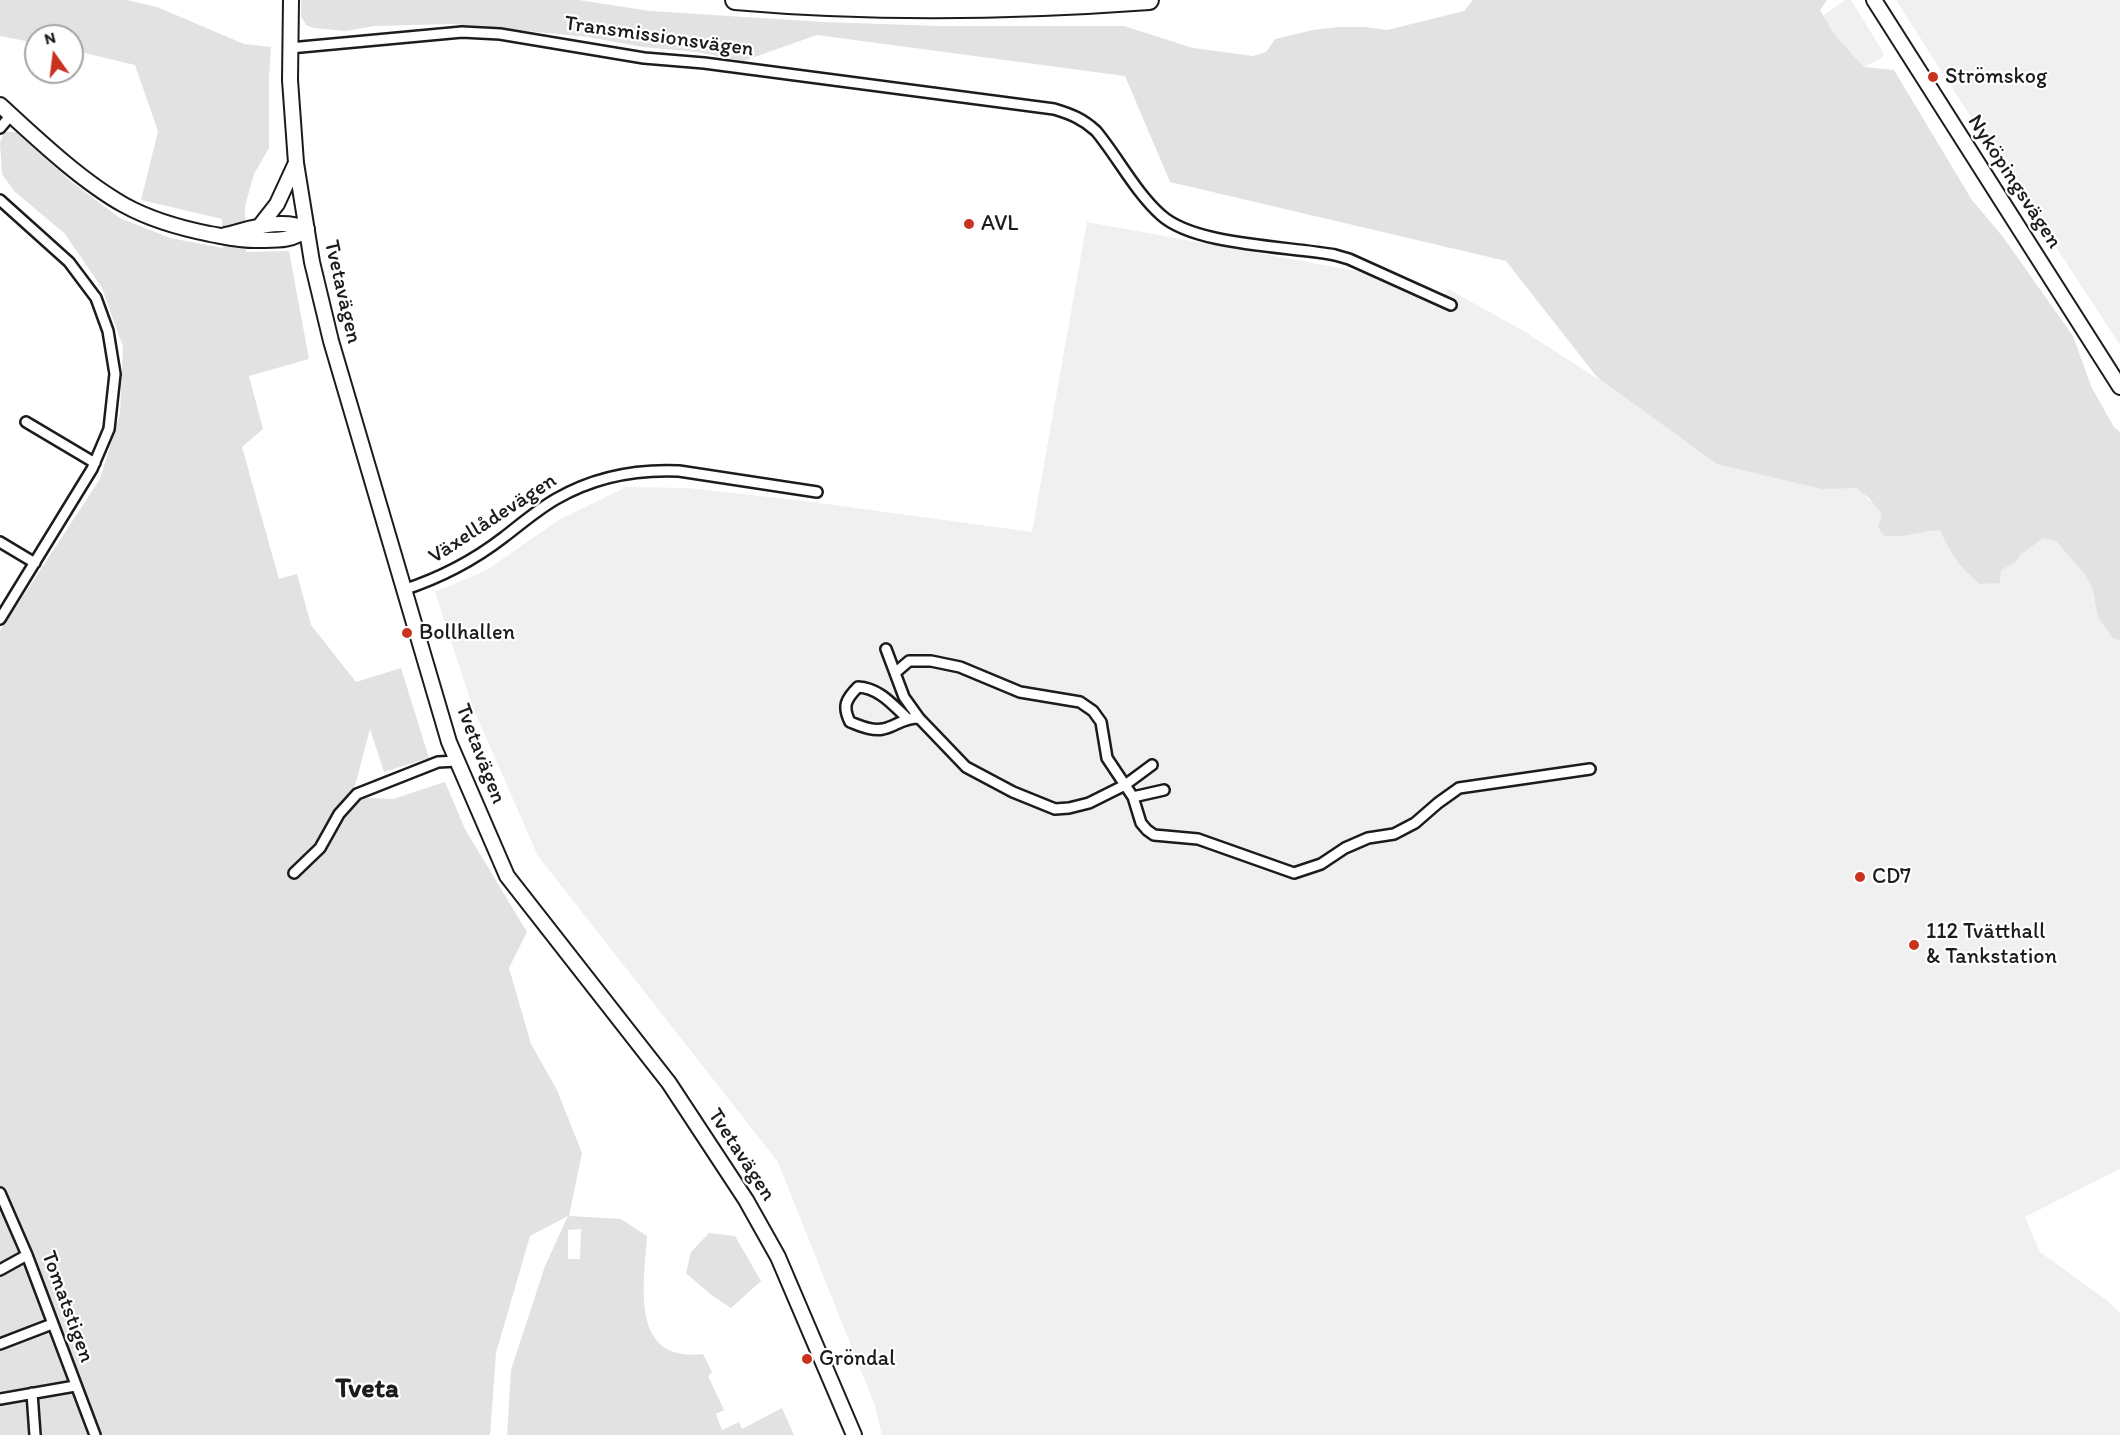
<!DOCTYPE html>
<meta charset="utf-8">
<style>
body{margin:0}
#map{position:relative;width:2120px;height:1435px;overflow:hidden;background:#fff;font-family:Itim,sans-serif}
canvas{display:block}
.north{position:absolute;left:24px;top:24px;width:60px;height:60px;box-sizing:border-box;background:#fff;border:2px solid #a4a4a4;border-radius:50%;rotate:346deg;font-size:16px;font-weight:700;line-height:24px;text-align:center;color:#1c1c1c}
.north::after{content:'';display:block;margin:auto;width:21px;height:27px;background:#c8321e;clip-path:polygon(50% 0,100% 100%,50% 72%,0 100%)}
</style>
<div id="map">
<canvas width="2120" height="1435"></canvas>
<div class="north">N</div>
</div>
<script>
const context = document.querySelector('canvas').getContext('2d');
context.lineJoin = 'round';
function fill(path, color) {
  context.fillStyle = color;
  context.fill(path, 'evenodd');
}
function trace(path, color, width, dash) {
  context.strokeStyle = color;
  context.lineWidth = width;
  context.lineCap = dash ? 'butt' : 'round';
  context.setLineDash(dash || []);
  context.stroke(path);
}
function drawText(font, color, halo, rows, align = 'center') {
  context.font = font + ' Itim,sans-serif';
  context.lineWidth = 4.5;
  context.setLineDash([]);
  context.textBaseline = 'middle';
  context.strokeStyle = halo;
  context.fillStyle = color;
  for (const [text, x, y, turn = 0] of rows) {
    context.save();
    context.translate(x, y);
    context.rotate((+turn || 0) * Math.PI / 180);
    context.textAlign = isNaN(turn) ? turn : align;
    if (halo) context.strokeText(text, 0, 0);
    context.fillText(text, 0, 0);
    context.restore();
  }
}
fill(new Path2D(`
 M1845,0h6l32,52v5l-19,10 -30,-33 -11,-18z
 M1896,0h224v345l-159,-243z
 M1087,222l270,49 80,35 11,-17 74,41 76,49 143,34 113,66 15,21 23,8 165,-2 63,106v557l-95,48 15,35 65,47 15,14v122h-1238l-7,-29 -97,-244 -240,-306 -65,-148 -38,-116 52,-22 70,-49 69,-34 62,1 109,12 235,32z`), '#f0f0f0');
fill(new Path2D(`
 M0,0h127l30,7 87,37 27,3 -2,30v71l-15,26 -9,32 1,46 43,-1 20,108 -60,17 14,53 -21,18 37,132 18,-5 14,51 45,57 45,-14 28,90 -45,14 -14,-43 -18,68 41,2 52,-17 20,47 62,103 -18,36 22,76 26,46 25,63 -13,63 52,3 26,17c-3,48 -18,127 56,118l9,18 -4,4 16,34 -8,4 6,16 17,-8 3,7 40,-21 12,27h-287l4,-65 34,-104 23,-50 -38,20 -34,117 -6,82h-490v-804l100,-152 20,-65 3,-67 -21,-59 -37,-54 -51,-43 -12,-17 -2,-31 4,-11h13l52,48 51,38 50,20 53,10 -1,-29 -81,-19 17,-69 -23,-66 -63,-15v-14h-36v7l-36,-7zM581,1229l-1,30h-12v-29z
 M301,0h278l71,11 174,11 116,4h184l69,22 60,8 13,-4 9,-13 38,-9 26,-3h27l21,3 77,-19 9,-11h354l-7,10 14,24 30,33 30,3 78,130 31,37 70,99 19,52 22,39 6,5v208l-6,-1 -16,-21 -5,-28 -6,-13 -31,-36 -13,-3 -23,17 -5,8 -14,7 -1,13 -20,1c-21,-18 -29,-29 -40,-54 -21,1 -34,8 -56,6l-6,-9 4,-13 -13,-16 -12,-10 -35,1 -105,-25 -120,-87 -91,-116 -336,-79 -45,-106 -308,-41 -74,26 -46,-9 -54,-5 -55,-10 -135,-13 -79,2 -28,5 -33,-3 -7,-3 -5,-9z
 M709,1233l26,3 26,45 -30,27 -21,-14 -24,-21 5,-21z`), '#e2e2e2');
const street = new Path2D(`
 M290,48l172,-16 38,2 144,24 60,5 350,46c17,5 29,10 42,22 21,25 40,62 65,84 34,31 127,31 174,40l14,4 102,46
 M0,128l11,-13
 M0,200l69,62 27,36 12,33 7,43 -6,55 -17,40 -92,150
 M26,422l69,41
 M0,542l35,21
 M403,590c37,-12 70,-29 101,-53 17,-13 33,-27 52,-38 38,-22 79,-30 123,-28l138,21
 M886,649l18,48 15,21 47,49 47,25 42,17 14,-1 20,-5 36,-18 27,-20
 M895,673l14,-12h22l29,6 60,25 60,10 13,9 8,11 6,36 26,39 8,26 6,7 7,5 44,4 96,34 27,-9 24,-16 23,-10 26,-4 21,-11 23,-20 21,-15 131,-19
 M907,718c-15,-14 -28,-30 -49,-31 -12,12 -16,19 -8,35 11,4 21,9 33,7 14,-3 19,-11 36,-11
 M1133,797l31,-7
 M294,873l26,-25 19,-34 18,-20 81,-32 19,-1
 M0,1193l27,62 68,180
 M0,1270l27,-15
 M0,1344l52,-20
 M32,1393l3,42
 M0,1399l75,-13`);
const secondary = new Path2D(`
 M291,0l-1,80 6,83 16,99 19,79 118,401 58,134 162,207 77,117 32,57 76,178
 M1874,0l246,387
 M0,105c36,33 81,76 124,100 27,15 56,23 86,29 17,3 32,7 50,6 17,0 33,1 47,-11
 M259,227l18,-23 18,-39
 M225,235c26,-6 56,-18 82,-6`);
const highway = new Path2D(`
 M735,0c138,12 277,10 414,0`);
trace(street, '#1c1c1c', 14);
trace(secondary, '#1c1c1c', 18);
trace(highway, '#1c1c1c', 22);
trace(street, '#fff', 9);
trace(secondary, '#fff', 14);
trace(highway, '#fff', 18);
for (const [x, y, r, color] of [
 [1933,77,6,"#c8321e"],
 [969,224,6,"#c8321e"],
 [407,633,6,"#c8321e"],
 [1860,877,6,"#c8321e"],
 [1914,945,6,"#c8321e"],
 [807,1359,6,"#c8321e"]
]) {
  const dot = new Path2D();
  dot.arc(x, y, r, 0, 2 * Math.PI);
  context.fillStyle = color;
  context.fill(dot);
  trace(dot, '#fff', 2);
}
drawText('22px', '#1c1c1c', '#fff', [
 ["Transmissionsvägen",659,37,8],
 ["Nyköpingsvägen",2014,182,57],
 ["Tvetavägen",342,292,77],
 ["Växellådevägen",493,519,-33],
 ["Tvetavägen",480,754,69],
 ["Tvetavägen",741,1155,57],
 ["Tomatstigen",67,1307,70]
]);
drawText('22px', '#1c1c1c', '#fff', [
 ["Strömskog",1945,77],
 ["AVL",981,224],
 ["Bollhallen",419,633],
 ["CD7",1872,877],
 ["112 Tvätthall",1926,932],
 ["& Tankstation",1926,957],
 ["Gröndal",819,1359]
], 'left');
drawText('bold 28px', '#1c1c1c', '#fff', [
 ["Tveta",367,1390]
]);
</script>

|---|

Reproduce every line of the listing above in which the string "Math" appears.

Task solution:
    context.rotate((+turn || 0) * Math.PI / 180);
  dot.arc(x, y, r, 0, 2 * Math.PI);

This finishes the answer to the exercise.